Mi, 18. Oktober 2017

In Russland verfolgt

18.07.2016 16:18

Rot-Weiß-Rot-Karte als „Waffe“ gegen Ex-Gouverneur

Was haben russische Behörden mit der Rot-Weiß-Rot-Karte zu tun? Offenbar wird die Familie des in Ungnade gefallenen und 2014 abgesetzten Gouverneurs der Region Nowosibirsk, Wassili Jurtschenko, im Zusammenhang wegen einer ausgebliebenen Meldung über den Besitz dieser Niederlassungsbewilligung in Österreich drangsaliert. Vor Kurzem wurde ein Strafverfahren gegen die Frau des Politikers eingeleitet.

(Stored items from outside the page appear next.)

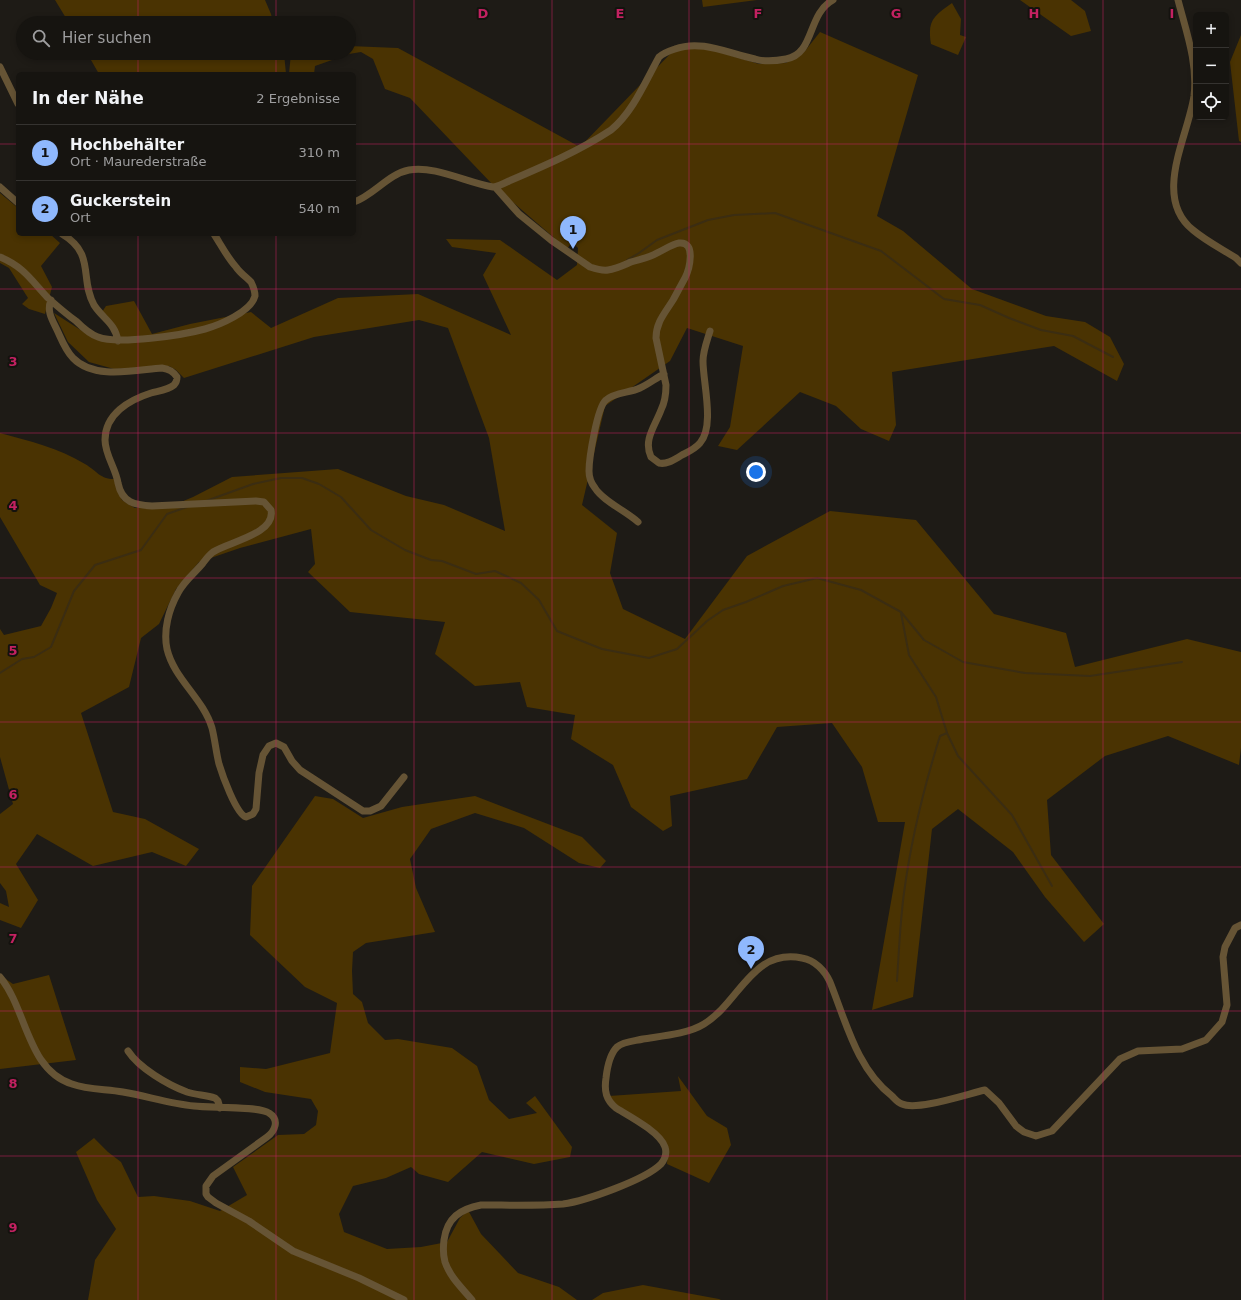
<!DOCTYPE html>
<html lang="de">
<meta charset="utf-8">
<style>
:root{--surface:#161410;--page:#1f1d19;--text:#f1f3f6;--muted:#9e9e9f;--line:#353330;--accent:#8fb8fd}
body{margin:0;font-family:"DejaVu Sans",sans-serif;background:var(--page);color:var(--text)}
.controls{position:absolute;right:12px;top:12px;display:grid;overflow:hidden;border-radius:6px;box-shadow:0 2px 6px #0003}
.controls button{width:36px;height:36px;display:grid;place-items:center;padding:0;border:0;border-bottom:1px solid var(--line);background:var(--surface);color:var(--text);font:20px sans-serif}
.you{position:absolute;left:756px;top:472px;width:14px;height:14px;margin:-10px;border:3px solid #fff;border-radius:50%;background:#1a73e8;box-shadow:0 0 0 6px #1a73e833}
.badge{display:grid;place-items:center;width:26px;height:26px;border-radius:50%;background:var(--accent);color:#111;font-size:13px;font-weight:700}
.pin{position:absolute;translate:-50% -33px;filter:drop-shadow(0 1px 2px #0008)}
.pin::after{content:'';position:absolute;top:21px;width:14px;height:12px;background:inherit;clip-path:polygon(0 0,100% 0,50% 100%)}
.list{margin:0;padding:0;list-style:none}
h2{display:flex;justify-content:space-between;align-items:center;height:52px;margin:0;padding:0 16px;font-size:17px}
h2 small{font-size:13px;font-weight:400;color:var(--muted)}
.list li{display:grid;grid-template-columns:26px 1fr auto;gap:12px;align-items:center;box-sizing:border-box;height:56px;padding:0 16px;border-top:1px solid var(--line)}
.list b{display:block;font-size:15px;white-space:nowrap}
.list p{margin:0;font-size:13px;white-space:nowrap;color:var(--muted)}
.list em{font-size:13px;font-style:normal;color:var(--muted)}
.icon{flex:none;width:22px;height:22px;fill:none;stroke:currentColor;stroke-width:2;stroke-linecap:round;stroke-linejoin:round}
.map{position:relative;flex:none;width:1241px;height:1300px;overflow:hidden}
.search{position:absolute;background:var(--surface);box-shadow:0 2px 6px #0003;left:16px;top:16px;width:340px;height:44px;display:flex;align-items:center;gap:10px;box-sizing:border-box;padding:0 14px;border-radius:22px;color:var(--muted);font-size:15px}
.panel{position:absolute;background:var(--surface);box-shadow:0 2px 6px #0003;left:16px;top:72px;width:340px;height:164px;border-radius:6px}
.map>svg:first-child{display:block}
</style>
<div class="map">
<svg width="1241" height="1300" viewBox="0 0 1241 1300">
<rect width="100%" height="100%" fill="#1e1b16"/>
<!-- green -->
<path fill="#4a3302" d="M 55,0 L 265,0 L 271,14 L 273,23 L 69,23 Z
M 702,0 L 757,0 L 703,7 Z
M 1020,0 L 1071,0 L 1085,11 L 1091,31 L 1071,36 Z
M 952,3 L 961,19 L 960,35 L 966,37 L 958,55 L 931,44 C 927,20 934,16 952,3 Z
M 820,32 L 918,75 L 877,216 L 903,231 L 972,289 L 1046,316 L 1085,322 L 1110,337 L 1124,364 L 1117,381 L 1054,346 L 892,372 L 896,425 L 889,441 L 861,429 L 836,406 L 800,392 L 737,450 L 718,446 L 730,427 L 743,346 L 687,328 L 670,361 L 605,406 L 582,505 L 617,533 L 610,573 L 623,609 L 685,639 L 747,556 L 830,511 L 916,520 L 994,614 L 1066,633 L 1075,667 L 1187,639 L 1241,652 L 1241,748 L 1239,765 L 1168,736 L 1105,756 L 1047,800 L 1051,855 L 1104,924 L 1084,942 L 1045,897 L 1013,852 L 958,809 L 932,829 L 913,997 L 872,1010 L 905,822 L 878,822 L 862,767 L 832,723 L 777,727 L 747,779 L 670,796 L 672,826 L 663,831 L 631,807 L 613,765 L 571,739 L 575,715 L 527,707 L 520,682 L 475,686 L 435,654 L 445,622 L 350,612 L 308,572 L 315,564 L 311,529 L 240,548 L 199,562 L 176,589 L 159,624 L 141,638 L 129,687 L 81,713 L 113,812 L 145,819 L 199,849 L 186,866 L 152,852 L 93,866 L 37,834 L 16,864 L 38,900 L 21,928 L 0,920 L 0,903 L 9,907 L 6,891 L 0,883 L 0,814 L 13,804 L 0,757 L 0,629 L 4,635 L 41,626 L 51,608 L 57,593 L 40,585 L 0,517 L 0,433 C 29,441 59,448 85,464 C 97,471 100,479 114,479 L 118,492 L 122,500 L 128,504 L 135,508 L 169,507 L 193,497 L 232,477 L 338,469 L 406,496 L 444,505 L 505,531 L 489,438 L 448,328 L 419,320 L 314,337 L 184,378 L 176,370 L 169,366 L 114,369 L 89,362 L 68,342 L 54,313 L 90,336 L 119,344 L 102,312 L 106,306 L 134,301 L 152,334 L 190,324 L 251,312 L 271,328 L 338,298 L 418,294 L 511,335 L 483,275 L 496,253 L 452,247 L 446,239 L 500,240 L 557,280 L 577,265 L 578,248 L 572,242 L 567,249 L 493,185 L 410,98 L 385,89 L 373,59 L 361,52 L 349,54 L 315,66 L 314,74 L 289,74 L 291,53 L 349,53 L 349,46 L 398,48 L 580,147 L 672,52 L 698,46 L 759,64 L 786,63 L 805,51 Z
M 1241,35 L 1241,142 L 1239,141 L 1230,62 Z
M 87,53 L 284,53 L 286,74 L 99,74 Z
M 0,193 L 18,208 L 18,234 L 50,234 L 60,243 L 41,266 L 52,287 L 45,314 L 29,309 L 22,304 L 28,298 L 9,268 L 0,263 Z
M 315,796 L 333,799 L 363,818 L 402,807 L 475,796 L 582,837 L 606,861 L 600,868 L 579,863 L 524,828 L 475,813 L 431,829 L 410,859 L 416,888 L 435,932 L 366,943 L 353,952 L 352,971 L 353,994 L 362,1002 L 368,1023 L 385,1040 L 398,1039 L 452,1048 L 477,1066 L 489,1100 L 509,1119 L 537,1113 L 526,1103 L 535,1096 L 572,1147 L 570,1157 L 534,1164 L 482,1152 L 448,1182 L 419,1174 L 411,1167 L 386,1178 L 353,1186 L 339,1214 L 344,1232 L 387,1249 L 421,1247 L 447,1242 L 460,1218 L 468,1210 L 481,1234 L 518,1273 L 559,1287 L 577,1300 L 88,1300 L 95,1260 L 116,1229 L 97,1200 L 76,1152 L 94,1138 L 108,1152 L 121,1162 L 138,1197 L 154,1196 L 190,1201 L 220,1211 L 247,1195 L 233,1167 L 278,1135 L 304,1134 L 316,1125 L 318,1111 L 311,1099 L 265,1092 L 240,1082 L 240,1067 L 266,1069 L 330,1053 L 337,1003 L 305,987 L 250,935 L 252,886 Z
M 0,975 L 13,984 L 49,975 L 76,1060 L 0,1069 Z
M 678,1076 L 707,1116 L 727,1128 L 731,1145 L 709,1183 L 667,1164 L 668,1146 L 612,1101 L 609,1096 L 681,1091 Z
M 643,1285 L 719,1299 L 721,1300 L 592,1300 L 603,1293 Z"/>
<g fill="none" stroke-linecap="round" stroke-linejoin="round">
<!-- stream -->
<path stroke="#3b2d12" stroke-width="2" d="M 627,260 L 639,253 L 657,240 L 708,220 L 734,215 L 775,213 L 881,251 L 944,299 L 980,305 L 1009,318 L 1041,330 L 1073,336 L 1113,357
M 206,501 L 253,484 L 281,478 L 302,478 L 319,484 L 341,497 L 371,530 L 405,550 L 431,560 L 442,561 L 476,574 L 495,571 L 521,583 L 539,600 L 557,631 L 602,649 L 649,658 L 677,649 L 707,621 L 723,610 L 746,602 L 783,586 L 817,578 L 861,590 L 901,612 L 924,640 L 963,662 L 1025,673 L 1090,676 L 1182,662
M 901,613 L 909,655 L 936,697 L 947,733 L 958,756 L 1012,815 L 1052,886
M 0,673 L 22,659 L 34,657 L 51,647 L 74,591 L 95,565 L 141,550 L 167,514 L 187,507
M 897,981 C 899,951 900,922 904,893 C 911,840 924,787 940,736 L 947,733"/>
<!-- street -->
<path stroke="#665435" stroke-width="7" d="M 1178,0 C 1186,31 1198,63 1194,96 C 1188,137 1152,197 1193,230 C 1206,241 1222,249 1236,258 L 1241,263
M 0,67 L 18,104
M 0,187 L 18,203
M 495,187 L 519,214 L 551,240 L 590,267 C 596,269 602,271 608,270 C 616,269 624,265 631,262 C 640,259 649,258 657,253 C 664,250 672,244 679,243 C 697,241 689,270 685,278 C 681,285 677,293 673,300 C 665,313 656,322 656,338 L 666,385 C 666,394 665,402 661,410 C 655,426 643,440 651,457 L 659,463 C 667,465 675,459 682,455 C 688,452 695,449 700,443 C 715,426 703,383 703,361 C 703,351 707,341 710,331
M 354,202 C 374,195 388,174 409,170 C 434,165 468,183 493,187 C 497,187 505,183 509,181 C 544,166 579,151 611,130 C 633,112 645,82 659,57 C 663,53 669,51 675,49 C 702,39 729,54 755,59 C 765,62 776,61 786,59 C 815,54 807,14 833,0
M 62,234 C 96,254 79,278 94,305 C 103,319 115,323 118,341
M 0,257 C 24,267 31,280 48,298 C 57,306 66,314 76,321 C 82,327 89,334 98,337 C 118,345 183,335 205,329 C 219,325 251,312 255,296 C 255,292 253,286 251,282 C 246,277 240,273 236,267 C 227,257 221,245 214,234
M 51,300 C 46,312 53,321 58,332 C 62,341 66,351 73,358 C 94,380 135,370 162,368 C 169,369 173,371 177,377 C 177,380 176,383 174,385 C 168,390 158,391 151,393 C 129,400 105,414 105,440 C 105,455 116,469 118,483 C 122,503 135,505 152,506 L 256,501 L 264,502 L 271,510 C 276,534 228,542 213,552 C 209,555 206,559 203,563 C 195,573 184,581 178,593 C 169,609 163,630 167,649 C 174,679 203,698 212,728 C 215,740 216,752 219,764 C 222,774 236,814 246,817 L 253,814 L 256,809 L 259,773 L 263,755 L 269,746 L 276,743 L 284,747 L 292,761 L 300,770 L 363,811 L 370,811 L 381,806 L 404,777
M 638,522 C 626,511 603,501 595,488 C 591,483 589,477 589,471 C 589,459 597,407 606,400 C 615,392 630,393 640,388 C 649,384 656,378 664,374
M 0,977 C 27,1009 27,1070 72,1084 C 88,1090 106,1089 123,1092 C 147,1096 170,1104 194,1106 C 210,1108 259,1106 269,1113 C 280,1120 275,1131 267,1137 L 213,1176 L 206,1186 L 206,1194 L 208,1197 L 216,1203 L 249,1221 L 293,1251 L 359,1278 L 404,1300
M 128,1051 C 139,1068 168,1085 187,1092 C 196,1095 206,1095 215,1098 L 218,1101 L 220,1108
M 472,1300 C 462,1288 450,1277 445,1262 C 443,1255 443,1248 444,1240 C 447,1218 460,1209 481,1205 C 508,1205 536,1206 563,1204 C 585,1201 645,1180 661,1164 C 665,1159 667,1153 665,1147 C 660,1132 629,1116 616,1108 C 606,1100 604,1091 606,1078 C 607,1069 610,1054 617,1047 C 624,1041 635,1041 643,1039 C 662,1036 688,1034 704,1024 C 740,1002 752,948 802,958 C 815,960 825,971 830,982 C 846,1022 857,1069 892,1096 C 895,1099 898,1103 902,1104 C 917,1111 967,1094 985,1090 L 999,1103 L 1016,1126 L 1024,1132 L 1036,1136 L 1052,1131 L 1120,1059 L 1138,1051 L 1182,1049 L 1206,1040 L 1222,1022 L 1227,1005 L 1223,957 L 1225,947 L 1235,928 L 1241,925"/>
</g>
<!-- grid -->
<path fill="none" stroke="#c32161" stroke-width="1" stroke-opacity="0.55" d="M 138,0 L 138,23M 276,0 L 276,23M 414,0 L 414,1300M 552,0 L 552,1300M 689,0 L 689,1300M 827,0 L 827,1300M 965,0 L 965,1300M 1103,0 L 1103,1300M 138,53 L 138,74M 276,53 L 276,74M 0,144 L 18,144M 354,144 L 1241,144M 138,234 L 138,1300M 276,234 L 276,1300M 0,289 L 1241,289M 0,433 L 1241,433M 0,578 L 1241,578M 0,722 L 1241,722M 0,867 L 1241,867M 0,1011 L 1241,1011M 0,1156 L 1241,1156"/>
<g font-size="13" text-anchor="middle" font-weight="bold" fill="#c32161" stroke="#14120e" stroke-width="4" stroke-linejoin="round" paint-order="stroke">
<text x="483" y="18">D</text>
<text x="620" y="18">E</text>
<text x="758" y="18">F</text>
<text x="896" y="18">G</text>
<text x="1034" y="18">H</text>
<text x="1172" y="18">I</text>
<text x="13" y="366">3</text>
<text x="13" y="510">4</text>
<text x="13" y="655">5</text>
<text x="13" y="799">6</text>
<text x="13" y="943">7</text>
<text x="13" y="1088">8</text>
<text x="13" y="1232">9</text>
</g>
</svg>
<div class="controls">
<button>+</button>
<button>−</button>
<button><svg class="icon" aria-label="locate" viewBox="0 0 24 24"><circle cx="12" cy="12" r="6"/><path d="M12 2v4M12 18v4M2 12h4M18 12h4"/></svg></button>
</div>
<div class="you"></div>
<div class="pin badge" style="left:573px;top:249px">1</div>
<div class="pin badge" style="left:751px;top:969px">2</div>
<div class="search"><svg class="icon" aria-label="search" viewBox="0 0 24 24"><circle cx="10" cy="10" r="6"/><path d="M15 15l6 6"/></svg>Hier suchen</div>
<section class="panel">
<h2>In der Nähe<small>2 Ergebnisse</small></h2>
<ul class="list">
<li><span class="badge">1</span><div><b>Hochbehälter</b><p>Ort · Maurederstraße</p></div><em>310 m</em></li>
<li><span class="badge">2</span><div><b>Guckerstein</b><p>Ort</p></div><em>540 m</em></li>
</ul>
</section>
</div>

Natalja Jurtschenko wird nach Angaben der Strafverfolger vorgeworfen, ihre Rot-Weiß-Rot-Karte nicht den russischen Migrationsbehörden gemeldet zu haben. Seit 2014 ist dies in Russland strafbar. Die Karte war schon vergangenen Februar bei einer Hausdurchsuchung in der Moskauer Wohnung der Familie beschlagnahmt worden, schrieb am Samstag die Moskauer Tageszeitung "Kommersant". Die Politikergattin fungiert laut österreichischem Firmenbuch als Co-Geschäftsführerin einer Handelsfirma in Klagenfurt.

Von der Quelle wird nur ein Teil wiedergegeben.